The last two stages (5 and 6), called tertiary circular reactions, consist of actions (stage 5) and ideas (stage 6) where infants become more creative in their thinking.
Substage Five: Active Experimentation of “Little Scientists” (12th through 18th months)
The toddler is considered a “little scientist” and begins exploring the world in a trial-and-error manner, using motor skills and planning abilities. For example, the child might throw their ball down the stairs to see what happens or delight in squeezing all of the toothpaste out of the tube. The toddler’s active engagement in experimentation helps them learn about their world. Gravity is learned by pouring water from a cup or pushing bowls from high chairs. The caregiver tries to help the child by picking it up again and placing it on the tray. And what happens? Another experiment! The child pushes it off the tray again causing it to fall and the caregiver to pick it up again! A closer examination of this stage causes us to really appreciate how much learning is going on at this time and how many things we come to take for granted must actually be learned. This is a wonderful and messy time of experimentation and most learning occurs by trial and error.

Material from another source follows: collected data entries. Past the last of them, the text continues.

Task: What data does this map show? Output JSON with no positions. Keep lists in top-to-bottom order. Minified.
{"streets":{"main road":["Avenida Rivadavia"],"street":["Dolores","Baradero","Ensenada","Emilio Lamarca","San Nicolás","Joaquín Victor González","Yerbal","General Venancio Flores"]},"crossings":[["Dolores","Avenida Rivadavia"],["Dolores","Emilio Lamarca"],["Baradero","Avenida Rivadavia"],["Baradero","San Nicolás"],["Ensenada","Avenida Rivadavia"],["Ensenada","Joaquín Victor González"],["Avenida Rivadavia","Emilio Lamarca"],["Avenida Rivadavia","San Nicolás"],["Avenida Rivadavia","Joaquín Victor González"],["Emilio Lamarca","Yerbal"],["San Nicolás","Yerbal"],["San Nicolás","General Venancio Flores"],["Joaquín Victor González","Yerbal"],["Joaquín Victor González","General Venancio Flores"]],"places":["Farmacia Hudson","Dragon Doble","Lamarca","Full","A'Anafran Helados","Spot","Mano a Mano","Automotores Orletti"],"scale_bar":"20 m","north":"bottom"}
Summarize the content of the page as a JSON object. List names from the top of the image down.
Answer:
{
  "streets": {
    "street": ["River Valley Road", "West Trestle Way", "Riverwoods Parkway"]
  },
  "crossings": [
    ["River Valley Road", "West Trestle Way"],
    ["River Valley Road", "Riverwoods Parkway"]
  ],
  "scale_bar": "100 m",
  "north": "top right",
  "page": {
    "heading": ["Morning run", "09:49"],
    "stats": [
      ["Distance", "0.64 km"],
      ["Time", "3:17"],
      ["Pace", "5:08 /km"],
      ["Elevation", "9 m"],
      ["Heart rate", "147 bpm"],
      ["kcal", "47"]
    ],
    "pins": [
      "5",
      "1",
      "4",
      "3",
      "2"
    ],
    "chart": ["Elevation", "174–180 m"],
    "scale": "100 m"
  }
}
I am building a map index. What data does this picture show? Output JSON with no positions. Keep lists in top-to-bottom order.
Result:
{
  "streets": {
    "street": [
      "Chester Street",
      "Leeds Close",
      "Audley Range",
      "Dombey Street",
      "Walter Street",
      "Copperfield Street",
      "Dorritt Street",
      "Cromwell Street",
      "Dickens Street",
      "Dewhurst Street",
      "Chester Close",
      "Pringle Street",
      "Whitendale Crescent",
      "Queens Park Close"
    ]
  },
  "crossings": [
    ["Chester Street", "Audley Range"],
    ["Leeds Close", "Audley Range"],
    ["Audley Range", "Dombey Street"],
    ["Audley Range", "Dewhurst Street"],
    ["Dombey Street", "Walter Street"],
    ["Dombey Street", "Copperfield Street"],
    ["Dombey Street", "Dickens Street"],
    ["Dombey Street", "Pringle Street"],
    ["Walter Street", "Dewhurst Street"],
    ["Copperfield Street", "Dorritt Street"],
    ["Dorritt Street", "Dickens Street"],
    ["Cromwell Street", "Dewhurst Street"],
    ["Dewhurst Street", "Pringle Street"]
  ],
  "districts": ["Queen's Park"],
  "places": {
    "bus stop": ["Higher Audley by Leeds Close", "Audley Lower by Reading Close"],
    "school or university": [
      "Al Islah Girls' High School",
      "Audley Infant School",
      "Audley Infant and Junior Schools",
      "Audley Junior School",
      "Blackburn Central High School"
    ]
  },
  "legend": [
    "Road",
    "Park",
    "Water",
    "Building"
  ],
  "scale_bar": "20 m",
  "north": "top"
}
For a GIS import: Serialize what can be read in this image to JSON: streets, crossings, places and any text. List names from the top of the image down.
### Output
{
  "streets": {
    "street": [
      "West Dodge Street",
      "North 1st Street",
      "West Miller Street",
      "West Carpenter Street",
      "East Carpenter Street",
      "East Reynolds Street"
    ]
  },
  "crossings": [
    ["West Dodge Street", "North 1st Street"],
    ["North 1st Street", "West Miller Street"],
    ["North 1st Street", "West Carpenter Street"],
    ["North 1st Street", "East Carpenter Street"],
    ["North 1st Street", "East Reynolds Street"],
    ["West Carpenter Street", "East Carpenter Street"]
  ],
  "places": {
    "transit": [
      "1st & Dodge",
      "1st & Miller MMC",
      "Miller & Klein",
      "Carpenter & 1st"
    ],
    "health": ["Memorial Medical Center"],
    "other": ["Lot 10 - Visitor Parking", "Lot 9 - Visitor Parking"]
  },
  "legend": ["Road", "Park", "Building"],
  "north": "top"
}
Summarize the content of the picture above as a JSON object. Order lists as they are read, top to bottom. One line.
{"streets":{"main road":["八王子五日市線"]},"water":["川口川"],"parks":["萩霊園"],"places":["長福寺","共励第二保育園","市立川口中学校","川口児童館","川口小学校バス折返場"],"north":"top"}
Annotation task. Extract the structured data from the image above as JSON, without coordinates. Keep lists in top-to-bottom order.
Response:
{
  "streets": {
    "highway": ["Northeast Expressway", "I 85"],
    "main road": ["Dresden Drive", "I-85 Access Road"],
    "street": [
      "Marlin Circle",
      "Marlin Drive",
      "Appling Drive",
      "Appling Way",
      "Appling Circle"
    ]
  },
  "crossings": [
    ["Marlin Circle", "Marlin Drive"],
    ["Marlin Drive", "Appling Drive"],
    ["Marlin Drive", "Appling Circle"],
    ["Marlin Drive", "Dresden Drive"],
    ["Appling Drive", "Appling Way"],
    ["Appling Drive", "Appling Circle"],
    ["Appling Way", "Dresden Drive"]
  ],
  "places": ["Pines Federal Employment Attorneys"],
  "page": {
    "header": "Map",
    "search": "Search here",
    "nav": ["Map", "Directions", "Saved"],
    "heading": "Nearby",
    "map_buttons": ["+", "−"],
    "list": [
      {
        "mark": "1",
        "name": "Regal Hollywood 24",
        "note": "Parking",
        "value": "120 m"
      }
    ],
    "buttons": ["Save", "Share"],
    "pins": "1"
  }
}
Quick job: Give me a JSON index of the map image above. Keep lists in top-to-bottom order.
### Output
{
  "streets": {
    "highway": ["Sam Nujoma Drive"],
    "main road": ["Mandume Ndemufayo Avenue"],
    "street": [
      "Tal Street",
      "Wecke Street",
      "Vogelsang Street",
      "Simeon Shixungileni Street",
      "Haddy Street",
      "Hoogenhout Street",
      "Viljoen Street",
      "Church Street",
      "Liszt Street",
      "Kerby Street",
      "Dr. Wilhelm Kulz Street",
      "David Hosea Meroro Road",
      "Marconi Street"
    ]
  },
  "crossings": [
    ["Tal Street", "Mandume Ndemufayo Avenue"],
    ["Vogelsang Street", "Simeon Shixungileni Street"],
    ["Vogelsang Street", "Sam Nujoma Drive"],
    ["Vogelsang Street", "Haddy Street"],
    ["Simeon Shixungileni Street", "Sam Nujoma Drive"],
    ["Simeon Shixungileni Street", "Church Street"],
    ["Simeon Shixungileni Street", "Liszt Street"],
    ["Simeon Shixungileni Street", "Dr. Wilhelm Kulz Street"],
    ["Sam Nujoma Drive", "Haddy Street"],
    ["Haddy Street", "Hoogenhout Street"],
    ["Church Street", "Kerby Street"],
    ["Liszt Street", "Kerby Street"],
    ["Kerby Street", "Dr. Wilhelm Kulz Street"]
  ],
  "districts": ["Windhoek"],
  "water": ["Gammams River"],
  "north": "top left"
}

Substage Six: Mental Representations (18th month to 2 years of age)
The child is now able to solve problems using mental strategies, to remember something heard days before and repeat it, to engage in pretend play, and to find objects that have been moved even when out of sight. Take, for instance, the child who is upstairs in a room with the door closed, supposedly taking a nap. The doorknob has a safety device on it that makes it impossible for the child to turn the knob. After trying several times to push the door or turn the doorknob, the child carries out a mental strategy to get the door opened – he knocks on the door! Obviously, this is a technique learned from the past experience of hearing a knock on the door and observing someone opening the door. The child is now better equipped with mental strategies for problem-solving. Part of this stage also involves learning to use language. This initial movement from the “hands-on” approach to knowing about the world to the more mental world of stage six marked the transition to preoperational thinking, which you’ll learn more about in a later module.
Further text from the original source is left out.